*** DATA SUPPLIED Section Begins ***
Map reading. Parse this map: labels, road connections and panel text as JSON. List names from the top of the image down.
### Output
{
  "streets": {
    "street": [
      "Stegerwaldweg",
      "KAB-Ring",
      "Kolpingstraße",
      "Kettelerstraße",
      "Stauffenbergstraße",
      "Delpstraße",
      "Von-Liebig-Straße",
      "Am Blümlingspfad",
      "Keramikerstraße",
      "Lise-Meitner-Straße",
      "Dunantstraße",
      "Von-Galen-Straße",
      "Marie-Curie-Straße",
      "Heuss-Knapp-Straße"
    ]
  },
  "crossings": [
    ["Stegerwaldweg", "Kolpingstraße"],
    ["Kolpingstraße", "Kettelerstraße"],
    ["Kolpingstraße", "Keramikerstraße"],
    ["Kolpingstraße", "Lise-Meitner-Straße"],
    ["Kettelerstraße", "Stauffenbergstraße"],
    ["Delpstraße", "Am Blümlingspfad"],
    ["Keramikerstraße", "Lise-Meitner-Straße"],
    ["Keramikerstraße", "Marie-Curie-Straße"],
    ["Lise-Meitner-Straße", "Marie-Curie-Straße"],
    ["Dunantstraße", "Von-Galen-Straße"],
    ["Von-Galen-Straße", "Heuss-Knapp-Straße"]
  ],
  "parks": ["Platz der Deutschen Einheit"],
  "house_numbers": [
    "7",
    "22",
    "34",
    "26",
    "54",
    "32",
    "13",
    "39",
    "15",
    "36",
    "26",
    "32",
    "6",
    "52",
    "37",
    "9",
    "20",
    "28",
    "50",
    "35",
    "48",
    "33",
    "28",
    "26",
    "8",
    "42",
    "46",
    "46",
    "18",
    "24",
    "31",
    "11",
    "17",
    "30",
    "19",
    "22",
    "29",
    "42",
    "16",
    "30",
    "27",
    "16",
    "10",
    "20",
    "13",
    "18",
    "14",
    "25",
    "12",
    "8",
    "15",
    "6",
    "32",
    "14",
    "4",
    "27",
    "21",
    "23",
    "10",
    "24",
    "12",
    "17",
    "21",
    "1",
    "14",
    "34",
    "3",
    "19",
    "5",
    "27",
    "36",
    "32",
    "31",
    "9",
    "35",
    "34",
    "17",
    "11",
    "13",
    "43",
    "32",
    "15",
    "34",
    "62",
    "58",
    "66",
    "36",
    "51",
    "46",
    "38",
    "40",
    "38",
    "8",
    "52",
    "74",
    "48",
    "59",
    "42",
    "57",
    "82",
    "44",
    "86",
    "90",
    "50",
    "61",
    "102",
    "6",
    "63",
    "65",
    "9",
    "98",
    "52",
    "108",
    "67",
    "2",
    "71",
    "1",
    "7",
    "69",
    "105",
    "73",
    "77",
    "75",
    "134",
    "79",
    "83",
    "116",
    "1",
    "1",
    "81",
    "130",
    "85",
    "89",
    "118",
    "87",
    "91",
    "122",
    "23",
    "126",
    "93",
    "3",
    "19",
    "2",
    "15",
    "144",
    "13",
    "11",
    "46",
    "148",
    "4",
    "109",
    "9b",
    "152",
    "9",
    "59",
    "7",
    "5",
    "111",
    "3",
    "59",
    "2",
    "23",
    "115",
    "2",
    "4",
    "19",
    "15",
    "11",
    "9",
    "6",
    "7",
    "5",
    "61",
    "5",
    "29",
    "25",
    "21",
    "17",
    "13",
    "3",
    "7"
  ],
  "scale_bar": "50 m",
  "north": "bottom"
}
*** DATA SUPPLIED Section Ends ***
WHAT TO PRODUCE:
Reply with nothing but the number of lines in the data that include the word "Curie".

SOLVED PROBLEM:
3